Pero sucede que empecé a aburrirme, y se preguntarán cómo es que esta «boluda atómica« se aburre en Buenos Aires. Bueno, a continuación detallo un par de cosas:
Superficialidades
Creo que el problema de casi todos los que viven en Buenos Aires es que están acostumbrados a fijarse solo en los hechos grandes, y sobre todo los malos, que lógicamente llaman la atención, pero no es todo lo que hay. En consecuencia, esa facilidad de sorprenderse de las pequeñas banalidades de la vida que pierden las personas de las grandes ciudades, las hace sumirse en lo más recóndito de su individualidad, donde lo más cercano a una amistad es su terapeuta… y pagarle a un desconocido para contarle lo que hiciste en el día me parece una soberana estupidez.

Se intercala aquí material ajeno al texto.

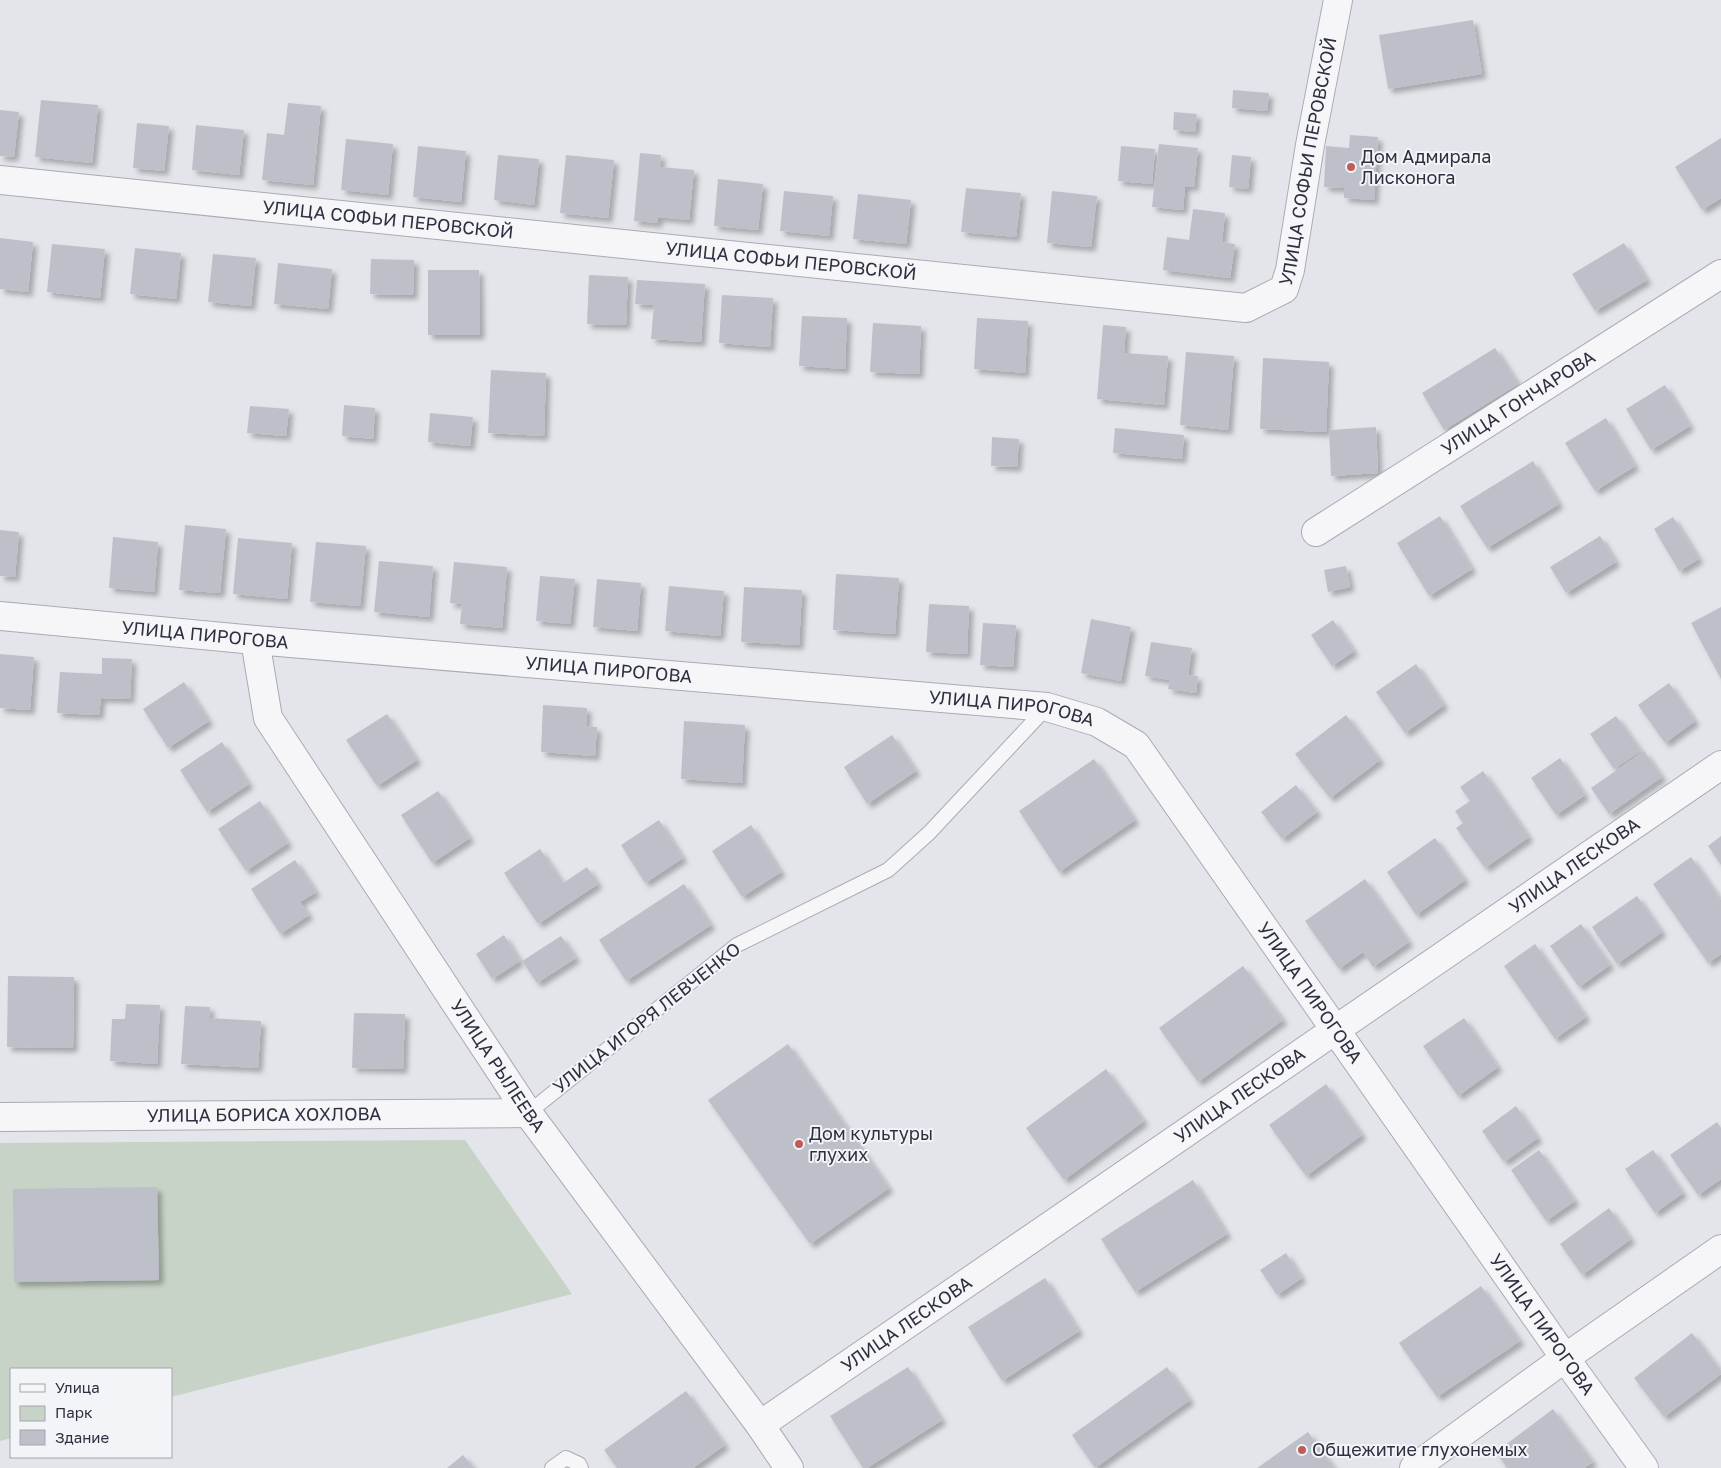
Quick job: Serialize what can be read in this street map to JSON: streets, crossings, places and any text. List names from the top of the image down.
{
  "streets": {
    "street": [
      "УЛИЦА СОФЬИ ПЕРОВСКОЙ",
      "УЛИЦА ГОНЧАРОВА",
      "УЛИЦА ПИРОГОВА",
      "УЛИЦА ЛЕСКОВА",
      "УЛИЦА РЫЛЕЕВА",
      "УЛИЦА БОРИСА ХОХЛОВА"
    ],
    "lane": ["УЛИЦА ИГОРЯ ЛЕВЧЕНКО"]
  },
  "crossings": [
    ["УЛИЦА ПИРОГОВА", "УЛИЦА ЛЕСКОВА"],
    ["УЛИЦА ПИРОГОВА", "УЛИЦА ИГОРЯ ЛЕВЧЕНКО"],
    ["УЛИЦА ПИРОГОВА", "УЛИЦА РЫЛЕЕВА"],
    ["УЛИЦА ЛЕСКОВА", "УЛИЦА РЫЛЕЕВА"],
    ["УЛИЦА ИГОРЯ ЛЕВЧЕНКО", "УЛИЦА РЫЛЕЕВА"],
    ["УЛИЦА ИГОРЯ ЛЕВЧЕНКО", "УЛИЦА БОРИСА ХОХЛОВА"],
    ["УЛИЦА РЫЛЕЕВА", "УЛИЦА БОРИСА ХОХЛОВА"]
  ],
  "places": ["Дом Адмирала Лисконога", "Дом культуры глухих", "Общежитие глухонемых"],
  "legend": ["Улица", "Парк", "Здание"]
}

Y justo ahí termino de entender por qué nos dicen «latinos» cuando vivimos en la misma parte del mapamundi, ¿es porque somos más alegres? ¿Más despreocupados? Cúlpennos por ser los que mantenemos a la América tercermundista, pero si lo analizan de la manera más equilibrada posible, cuando estén en un ataúd lo que único que verán los demás de ustedes será un ceño fruncido en un rostro cansado por la obstinada necesidad de vivir en un estrés absoluto solo para obtener «algo».
¿Dónde quedó el romance?
En cada visita a un boliche, after office o cualquier lugar donde suelo ir a tomarme una cerveza se repite la misma regla: se me acerca un chico casi siempre lindo o, en su defecto, vacilable. Luego de diez o quince minutos de conversación y el correspondiente «sos hermosa morocha«, lo que sigue es la cara de aquel desconocido acercándose a la mía y ahí empieza el dilema. Besar o no besar. Si opto por la segunda opción se queda a conversar dos minutos más y luego se va. En el caso de que lo bese, en los siguientes veinte minutos ya ha posado sus manos en mi derriere. Desearía preguntarle: ¿están cómodas tus manos ahí atrás? Pero prefiero, sutilmente, emprender la huida. Estas «latinas» son fogosas…
Claro que hay excepciones, chicos más «laburantes«, pero en mi continua investigación de campo llegué a la conclusión de que si me quedo a vivir acá me compraré un gato y unos lirios, y que lo peor que una «latina» como yo puede hacer es empezar a ver en cada argentino a un potencial algo. Lo fácil y pasajero aburre, chicos. Quizás no he conocido esas excepciones, pero debo admitir que las reglas suelen ser preciosamente aburridas. Y a mí, a veces, me encanta aburrirme.
Cercanías
La cercanía, la familiaridad de la gente con la que conviví por 22 años es entrañable. Vivir en un edificio con 5 departamentos en cada uno de los 27 pisos y solo conocer al tipo del edificio de en frente que se pasea desnudo de vez en cuando, mostrándome sus miserias, y al unísono gemido del vecino de arriba, es aburrido. Al principio me sorprendía la innumerable cantidad de veces que veía gente tan neurótica como hermosa en la calle, pero la neurosis les quita la hermosura. O sea, convengamos que, si a lo cotidiano le quitamos un porcentaje de agresividad, los días en esta gran ciudad, resultarían un poco más civilizados, ¿no?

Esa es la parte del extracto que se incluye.